Meta has reduced its CPU cycles and server demands by up to 20% with Strobelight, a profiling orchestrator powered by eBPF (extended Berkeley Packet Filter) for observability data collection. This solution has driven measurable efficiency improvements across Meta’s infrastructure, resulting in substantial capacity savings and operational benefits.
Tackling the Challenge of Efficient Profiling
Meta faced a critical challenge: gathering detailed performance profiling data across its extensive backend services without disrupting live operations. The company required a solution that could:
- Collect performance data with minimal impact on running services.
- Normalize profiling data for better interpretability.
- Reduce storage burdens caused by excessive data collection.
- Support multiple kernel versions across its infrastructure.
The Solution
To address these challenges, Meta developed Strobelight, a highly efficient profiling system that integrates multiple observability tools, with eBPF as a core component. Strobelight captures critical performance insights, including:
- CPU time usage across execution paths.
- Call stack analysis for various programming languages, including Python, Java, and Erlang.

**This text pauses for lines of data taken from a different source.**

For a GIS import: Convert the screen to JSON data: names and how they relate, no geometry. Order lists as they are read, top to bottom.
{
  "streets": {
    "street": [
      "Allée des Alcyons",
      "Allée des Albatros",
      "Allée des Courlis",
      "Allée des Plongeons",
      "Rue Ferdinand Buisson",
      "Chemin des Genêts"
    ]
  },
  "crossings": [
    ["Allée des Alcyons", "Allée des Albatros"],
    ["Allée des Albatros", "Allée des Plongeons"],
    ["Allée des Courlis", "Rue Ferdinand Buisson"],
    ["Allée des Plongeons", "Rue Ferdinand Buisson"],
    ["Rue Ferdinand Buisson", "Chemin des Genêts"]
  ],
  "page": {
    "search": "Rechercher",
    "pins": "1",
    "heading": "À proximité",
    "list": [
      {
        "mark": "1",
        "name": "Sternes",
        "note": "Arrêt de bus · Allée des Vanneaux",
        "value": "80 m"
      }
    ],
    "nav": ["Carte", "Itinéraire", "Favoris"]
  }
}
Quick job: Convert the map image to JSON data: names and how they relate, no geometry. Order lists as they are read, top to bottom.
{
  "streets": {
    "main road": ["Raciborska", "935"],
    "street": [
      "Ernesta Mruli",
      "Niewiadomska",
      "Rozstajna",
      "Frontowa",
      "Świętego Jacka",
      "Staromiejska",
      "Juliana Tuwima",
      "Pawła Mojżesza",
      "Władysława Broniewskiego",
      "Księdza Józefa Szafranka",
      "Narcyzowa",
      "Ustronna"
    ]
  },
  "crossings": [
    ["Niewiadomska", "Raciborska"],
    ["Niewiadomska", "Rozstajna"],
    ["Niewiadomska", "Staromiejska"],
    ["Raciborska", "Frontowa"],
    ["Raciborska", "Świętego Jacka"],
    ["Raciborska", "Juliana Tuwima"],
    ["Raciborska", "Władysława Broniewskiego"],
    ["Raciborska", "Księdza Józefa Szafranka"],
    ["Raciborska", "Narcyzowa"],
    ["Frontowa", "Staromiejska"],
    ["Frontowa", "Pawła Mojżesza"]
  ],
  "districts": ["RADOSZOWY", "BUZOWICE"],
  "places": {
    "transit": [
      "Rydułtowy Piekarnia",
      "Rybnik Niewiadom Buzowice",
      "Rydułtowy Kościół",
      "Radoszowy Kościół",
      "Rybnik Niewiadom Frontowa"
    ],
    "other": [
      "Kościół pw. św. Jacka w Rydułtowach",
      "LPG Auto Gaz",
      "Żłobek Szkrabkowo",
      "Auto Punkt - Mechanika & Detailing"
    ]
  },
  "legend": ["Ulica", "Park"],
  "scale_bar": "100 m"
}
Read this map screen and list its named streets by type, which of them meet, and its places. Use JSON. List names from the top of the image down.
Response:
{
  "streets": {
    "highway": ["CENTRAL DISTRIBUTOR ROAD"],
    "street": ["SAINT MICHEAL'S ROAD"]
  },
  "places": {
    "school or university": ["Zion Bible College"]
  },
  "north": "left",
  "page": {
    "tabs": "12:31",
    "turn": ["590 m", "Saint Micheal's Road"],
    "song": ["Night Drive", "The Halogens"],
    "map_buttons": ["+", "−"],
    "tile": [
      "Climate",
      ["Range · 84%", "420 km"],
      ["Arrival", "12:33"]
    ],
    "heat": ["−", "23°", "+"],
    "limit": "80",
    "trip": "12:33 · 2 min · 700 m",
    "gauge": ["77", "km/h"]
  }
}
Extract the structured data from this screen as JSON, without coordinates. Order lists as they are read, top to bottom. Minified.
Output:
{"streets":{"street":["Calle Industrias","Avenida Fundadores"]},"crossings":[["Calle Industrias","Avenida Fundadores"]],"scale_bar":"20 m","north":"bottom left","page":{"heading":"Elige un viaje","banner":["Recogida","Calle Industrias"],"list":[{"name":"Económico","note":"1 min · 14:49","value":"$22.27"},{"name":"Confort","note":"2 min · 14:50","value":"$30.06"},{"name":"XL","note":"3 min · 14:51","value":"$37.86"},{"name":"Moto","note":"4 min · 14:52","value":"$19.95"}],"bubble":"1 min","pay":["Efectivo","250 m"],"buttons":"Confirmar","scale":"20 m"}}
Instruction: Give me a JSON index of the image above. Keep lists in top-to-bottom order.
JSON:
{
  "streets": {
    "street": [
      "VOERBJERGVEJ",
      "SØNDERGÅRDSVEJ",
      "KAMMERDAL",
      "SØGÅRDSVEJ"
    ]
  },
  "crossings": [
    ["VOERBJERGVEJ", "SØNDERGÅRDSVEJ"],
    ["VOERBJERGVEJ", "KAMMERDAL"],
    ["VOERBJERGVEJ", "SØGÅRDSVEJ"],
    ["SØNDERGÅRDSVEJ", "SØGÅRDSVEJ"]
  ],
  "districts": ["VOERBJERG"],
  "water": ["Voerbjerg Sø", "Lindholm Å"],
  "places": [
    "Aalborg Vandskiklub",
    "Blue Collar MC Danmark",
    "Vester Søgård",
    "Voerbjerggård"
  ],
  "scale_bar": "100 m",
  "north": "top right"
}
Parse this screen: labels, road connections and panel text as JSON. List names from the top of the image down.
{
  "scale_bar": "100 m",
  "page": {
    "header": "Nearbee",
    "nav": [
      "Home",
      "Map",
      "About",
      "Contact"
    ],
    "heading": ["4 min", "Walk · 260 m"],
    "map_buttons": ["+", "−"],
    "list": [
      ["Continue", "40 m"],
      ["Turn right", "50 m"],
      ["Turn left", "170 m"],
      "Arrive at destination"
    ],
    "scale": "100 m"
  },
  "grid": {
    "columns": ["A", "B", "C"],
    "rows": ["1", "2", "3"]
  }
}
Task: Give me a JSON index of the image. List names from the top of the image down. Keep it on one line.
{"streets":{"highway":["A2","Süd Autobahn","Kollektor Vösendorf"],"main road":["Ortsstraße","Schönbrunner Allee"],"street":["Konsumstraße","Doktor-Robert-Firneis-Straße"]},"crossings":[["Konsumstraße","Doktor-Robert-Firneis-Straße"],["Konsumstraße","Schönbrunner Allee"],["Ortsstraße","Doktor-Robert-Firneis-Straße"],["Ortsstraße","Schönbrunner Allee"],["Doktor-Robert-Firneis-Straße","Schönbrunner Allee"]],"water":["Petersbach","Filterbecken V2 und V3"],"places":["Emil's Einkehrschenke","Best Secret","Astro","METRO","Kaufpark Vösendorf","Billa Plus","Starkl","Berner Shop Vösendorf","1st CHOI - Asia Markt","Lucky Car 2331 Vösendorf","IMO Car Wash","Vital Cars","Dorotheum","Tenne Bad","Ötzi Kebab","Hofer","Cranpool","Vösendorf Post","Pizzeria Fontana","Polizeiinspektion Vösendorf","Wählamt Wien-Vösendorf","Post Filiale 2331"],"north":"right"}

- Service request latency and off-CPU time tracking.
- AI/GPU profiling and memory usage monitoring.
Unlike traditional profiling tools that require direct instrumentation inside application binaries, Strobelight operates with minimal interference, preserving system performance.
Breakthrough Efficiency Gains
The deployment of eBPF within Strobelight has led to substantial operational improvements:
- Annual capacity savings equivalent to 15,000 servers—achieved from a single one-character code change.
- A 20% drop in CPU cycles, reducing the number of required servers for Meta’s top services by 10–20%.
- Faster debugging and regression detection, preventing performance issues before they impact production.
- Dynamic sampling mechanisms, which optimize profiling rates while avoiding excessive storage demands.
Why eBPF?
eBPF was chosen as the foundation for Strobelight due to its low overhead, flexibility, and powerful kernel-level instrumentation capabilities. Unlike traditional profiling methods, eBPF enables:
- Real-time profiling without modifying application code.
- Wide compatibility across multiple kernel versions, with adaptive fallback mechanisms.
- Efficient data collection with minimal impact on system performance.
Looking Ahead: Expanding eBPF’s Role at Meta
Building on the success of Strobelight, Meta plans to further expand its use of eBPF for AI/ML observability, advanced memory tracking, and deeper efficiency analyses. Additionally, the company is exploring open-sourcing parts of Strobelight, allowing the broader developer community to benefit from its innovations.